Ich öffnete mit zittrigen Händen die Haustür. So leise, wie nur irgend möglich, schloss ich sie hinter mir. Aber, wer konnte schon einen Menschen austricksen, der ein Tier in sich hatte? Also ich gewiss nicht.
Auf Zehenspitzen schlich ich die Treppe hinauf in mein Zimmer, um meine Tasche abzustellen. Doch plötzlich ertönte eine tiefe Stimme aus dem Wohnzimmer.
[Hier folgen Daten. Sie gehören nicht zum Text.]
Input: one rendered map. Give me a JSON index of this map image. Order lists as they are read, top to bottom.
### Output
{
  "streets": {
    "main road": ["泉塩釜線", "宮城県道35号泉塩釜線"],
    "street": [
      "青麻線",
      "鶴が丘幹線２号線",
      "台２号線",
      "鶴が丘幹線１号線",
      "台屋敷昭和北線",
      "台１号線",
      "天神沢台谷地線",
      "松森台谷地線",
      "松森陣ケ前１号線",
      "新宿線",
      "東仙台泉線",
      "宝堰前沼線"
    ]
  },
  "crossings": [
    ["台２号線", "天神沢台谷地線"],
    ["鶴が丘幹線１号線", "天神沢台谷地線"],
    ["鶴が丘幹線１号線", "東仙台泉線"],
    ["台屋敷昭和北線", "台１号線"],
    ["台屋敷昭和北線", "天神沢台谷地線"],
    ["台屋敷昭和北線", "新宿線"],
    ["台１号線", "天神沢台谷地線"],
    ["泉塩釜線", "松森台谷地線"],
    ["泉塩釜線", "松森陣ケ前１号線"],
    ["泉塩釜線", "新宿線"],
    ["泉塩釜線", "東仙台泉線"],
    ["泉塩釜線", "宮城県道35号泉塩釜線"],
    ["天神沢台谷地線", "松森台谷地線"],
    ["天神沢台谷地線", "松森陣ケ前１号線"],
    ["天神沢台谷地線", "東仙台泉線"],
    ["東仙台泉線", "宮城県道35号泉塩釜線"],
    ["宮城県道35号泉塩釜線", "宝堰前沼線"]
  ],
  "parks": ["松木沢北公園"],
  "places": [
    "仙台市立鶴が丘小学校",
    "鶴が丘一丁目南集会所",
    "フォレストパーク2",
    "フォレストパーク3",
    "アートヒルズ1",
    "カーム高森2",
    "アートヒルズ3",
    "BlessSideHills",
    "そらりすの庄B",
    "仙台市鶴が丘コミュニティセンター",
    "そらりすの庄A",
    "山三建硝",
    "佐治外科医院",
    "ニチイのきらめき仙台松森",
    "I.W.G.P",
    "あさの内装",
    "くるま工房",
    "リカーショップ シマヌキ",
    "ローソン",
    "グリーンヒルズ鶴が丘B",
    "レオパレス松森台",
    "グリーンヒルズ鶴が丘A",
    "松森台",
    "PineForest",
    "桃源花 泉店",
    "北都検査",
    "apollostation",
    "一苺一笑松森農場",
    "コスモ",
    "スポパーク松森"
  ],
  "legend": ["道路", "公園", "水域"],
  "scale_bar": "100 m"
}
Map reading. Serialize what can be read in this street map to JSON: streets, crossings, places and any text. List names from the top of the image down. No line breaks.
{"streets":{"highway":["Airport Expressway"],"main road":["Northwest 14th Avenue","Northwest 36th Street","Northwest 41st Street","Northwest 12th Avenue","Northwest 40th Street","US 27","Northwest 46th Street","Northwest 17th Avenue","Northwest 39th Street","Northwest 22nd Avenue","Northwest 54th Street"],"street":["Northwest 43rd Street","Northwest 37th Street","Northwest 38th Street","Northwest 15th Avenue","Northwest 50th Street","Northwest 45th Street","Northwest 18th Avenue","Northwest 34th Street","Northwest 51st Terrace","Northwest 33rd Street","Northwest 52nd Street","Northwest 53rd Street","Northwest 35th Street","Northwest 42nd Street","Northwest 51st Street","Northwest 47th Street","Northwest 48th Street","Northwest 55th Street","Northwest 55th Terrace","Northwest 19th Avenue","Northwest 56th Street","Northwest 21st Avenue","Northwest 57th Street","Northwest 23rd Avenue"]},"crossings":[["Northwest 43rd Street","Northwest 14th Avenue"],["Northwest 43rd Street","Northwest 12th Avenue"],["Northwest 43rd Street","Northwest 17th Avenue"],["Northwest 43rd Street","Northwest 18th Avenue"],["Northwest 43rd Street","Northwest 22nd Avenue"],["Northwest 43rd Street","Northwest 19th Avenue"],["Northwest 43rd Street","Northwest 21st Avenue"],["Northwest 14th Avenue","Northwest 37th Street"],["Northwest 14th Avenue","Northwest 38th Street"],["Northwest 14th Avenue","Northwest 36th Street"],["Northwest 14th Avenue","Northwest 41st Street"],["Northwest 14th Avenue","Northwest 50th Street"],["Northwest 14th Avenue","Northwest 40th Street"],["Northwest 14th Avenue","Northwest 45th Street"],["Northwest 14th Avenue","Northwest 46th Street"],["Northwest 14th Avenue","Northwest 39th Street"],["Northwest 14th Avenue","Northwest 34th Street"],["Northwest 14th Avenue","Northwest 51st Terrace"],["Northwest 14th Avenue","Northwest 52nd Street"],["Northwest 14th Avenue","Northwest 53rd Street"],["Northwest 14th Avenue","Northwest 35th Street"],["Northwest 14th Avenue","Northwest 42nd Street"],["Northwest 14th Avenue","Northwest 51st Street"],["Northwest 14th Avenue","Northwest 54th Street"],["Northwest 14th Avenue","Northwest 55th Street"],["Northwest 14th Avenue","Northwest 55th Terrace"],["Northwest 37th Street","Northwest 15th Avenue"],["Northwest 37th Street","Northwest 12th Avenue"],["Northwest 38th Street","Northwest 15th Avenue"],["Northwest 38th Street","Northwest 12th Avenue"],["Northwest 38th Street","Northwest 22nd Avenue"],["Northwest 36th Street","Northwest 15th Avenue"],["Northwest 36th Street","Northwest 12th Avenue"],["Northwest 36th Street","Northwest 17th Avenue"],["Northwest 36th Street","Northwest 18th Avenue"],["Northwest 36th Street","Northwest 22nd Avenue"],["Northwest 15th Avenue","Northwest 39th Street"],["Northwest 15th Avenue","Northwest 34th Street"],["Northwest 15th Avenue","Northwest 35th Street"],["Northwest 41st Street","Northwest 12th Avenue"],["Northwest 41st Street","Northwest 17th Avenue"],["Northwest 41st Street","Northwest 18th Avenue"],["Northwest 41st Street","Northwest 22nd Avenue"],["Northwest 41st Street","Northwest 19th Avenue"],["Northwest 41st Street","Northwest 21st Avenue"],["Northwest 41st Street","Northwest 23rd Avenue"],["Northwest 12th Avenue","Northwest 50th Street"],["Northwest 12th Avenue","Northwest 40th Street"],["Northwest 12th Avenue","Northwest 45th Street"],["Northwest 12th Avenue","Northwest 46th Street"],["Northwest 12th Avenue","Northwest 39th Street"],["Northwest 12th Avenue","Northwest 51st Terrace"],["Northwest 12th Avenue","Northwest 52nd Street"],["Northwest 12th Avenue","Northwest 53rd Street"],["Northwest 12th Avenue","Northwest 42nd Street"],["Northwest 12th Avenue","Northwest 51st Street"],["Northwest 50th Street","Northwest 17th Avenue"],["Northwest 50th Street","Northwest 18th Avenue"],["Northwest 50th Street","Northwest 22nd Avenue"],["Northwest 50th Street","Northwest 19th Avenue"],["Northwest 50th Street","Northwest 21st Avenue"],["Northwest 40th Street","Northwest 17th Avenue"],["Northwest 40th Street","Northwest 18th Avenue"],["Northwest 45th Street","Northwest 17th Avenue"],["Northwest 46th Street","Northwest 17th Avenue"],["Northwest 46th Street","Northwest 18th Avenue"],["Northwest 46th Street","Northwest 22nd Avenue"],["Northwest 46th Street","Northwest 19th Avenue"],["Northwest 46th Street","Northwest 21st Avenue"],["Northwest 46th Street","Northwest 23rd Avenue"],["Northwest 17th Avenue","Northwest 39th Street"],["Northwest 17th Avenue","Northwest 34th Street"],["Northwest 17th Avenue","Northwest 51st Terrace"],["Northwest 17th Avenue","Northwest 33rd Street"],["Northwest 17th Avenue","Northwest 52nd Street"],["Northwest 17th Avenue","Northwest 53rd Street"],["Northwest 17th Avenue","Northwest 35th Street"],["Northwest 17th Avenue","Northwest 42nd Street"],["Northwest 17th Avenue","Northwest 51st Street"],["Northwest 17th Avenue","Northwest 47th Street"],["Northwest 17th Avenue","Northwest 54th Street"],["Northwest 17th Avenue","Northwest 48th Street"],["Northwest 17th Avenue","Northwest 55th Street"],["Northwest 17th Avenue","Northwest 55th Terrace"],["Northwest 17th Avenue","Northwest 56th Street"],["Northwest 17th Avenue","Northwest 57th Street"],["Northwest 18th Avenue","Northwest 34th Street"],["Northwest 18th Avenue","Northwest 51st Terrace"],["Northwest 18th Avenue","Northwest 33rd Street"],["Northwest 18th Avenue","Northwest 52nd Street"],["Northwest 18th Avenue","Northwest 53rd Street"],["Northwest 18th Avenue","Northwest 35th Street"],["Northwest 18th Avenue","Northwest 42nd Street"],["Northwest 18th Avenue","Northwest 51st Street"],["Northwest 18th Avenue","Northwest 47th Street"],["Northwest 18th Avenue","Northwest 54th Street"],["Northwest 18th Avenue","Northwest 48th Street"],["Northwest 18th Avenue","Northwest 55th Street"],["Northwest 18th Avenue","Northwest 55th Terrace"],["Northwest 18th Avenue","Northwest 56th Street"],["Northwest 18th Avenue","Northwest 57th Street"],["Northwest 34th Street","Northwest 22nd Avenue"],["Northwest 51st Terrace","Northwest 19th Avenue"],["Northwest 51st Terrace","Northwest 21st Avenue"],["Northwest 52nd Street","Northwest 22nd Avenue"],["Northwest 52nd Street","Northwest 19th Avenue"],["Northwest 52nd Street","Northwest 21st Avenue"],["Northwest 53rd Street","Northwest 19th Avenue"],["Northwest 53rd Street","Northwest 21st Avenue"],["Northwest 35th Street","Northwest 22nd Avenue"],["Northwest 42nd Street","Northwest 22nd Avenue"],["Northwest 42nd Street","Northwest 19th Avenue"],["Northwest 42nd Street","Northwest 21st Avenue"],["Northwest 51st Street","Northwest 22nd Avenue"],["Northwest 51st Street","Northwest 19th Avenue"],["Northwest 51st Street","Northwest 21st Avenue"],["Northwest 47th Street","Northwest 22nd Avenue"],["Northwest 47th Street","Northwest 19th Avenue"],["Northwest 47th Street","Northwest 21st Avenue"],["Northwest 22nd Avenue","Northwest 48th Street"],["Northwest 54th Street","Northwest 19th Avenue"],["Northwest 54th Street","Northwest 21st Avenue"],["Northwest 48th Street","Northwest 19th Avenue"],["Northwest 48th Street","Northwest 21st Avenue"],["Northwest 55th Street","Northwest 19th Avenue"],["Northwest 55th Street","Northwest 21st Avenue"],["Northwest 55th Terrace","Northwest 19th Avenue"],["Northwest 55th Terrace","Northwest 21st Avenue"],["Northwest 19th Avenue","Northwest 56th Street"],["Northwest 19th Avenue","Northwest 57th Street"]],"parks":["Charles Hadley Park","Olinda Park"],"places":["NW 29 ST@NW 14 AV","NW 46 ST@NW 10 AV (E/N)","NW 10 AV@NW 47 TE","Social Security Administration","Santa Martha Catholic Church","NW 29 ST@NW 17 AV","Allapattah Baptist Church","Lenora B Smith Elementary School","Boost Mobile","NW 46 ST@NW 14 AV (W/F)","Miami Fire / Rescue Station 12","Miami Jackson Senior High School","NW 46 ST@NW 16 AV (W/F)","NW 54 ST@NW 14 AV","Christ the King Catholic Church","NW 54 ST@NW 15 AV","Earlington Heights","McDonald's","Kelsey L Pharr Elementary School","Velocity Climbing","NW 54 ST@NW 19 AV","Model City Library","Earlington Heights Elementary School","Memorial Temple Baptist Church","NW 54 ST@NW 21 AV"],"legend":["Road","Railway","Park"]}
„Ariana, wo bleibt mein Essen?!"
Ich seufzte, ließ meine Tasche zu Boden fallen und ging die Treppe, diesmal mit lauten Schritten, hinunter. Unten erwartete mich mein Onkel, welcher bereits im Türrahmen der Wohnzimmertür stand. Sein Blick war finster, so wie immer. Um das strenge Aussehen noch besser zu unterstützen, hatte er sein Haar mit Gel nach hinten gekämmt. Allgemein war er von dünner Statur und trotzdem furchteinflößend.
„Tut mir leid, ich hatte die Zeit vergessen", flüsterte ich.
Sein Blick wurde stechend und ich wandte den Kopf, um nicht in diese schleimig grünen Augen schauen zu müssen.
„Über dieses Vergehen reden wir nachher. Jetzt geh' in die Küche und mach' mir gefälligst was zum Essen!", brüllte er mich an.
Ich eilte in die Küche. Schnell überlegte ich, welches Gericht nicht lange dauern würde und kam zu dem Schluss, dass Spaghetti Carbonara gut wären. Zudem mochte er dieses Essen, weshalb ich hoffte, ihn etwas milder stimmen zu können.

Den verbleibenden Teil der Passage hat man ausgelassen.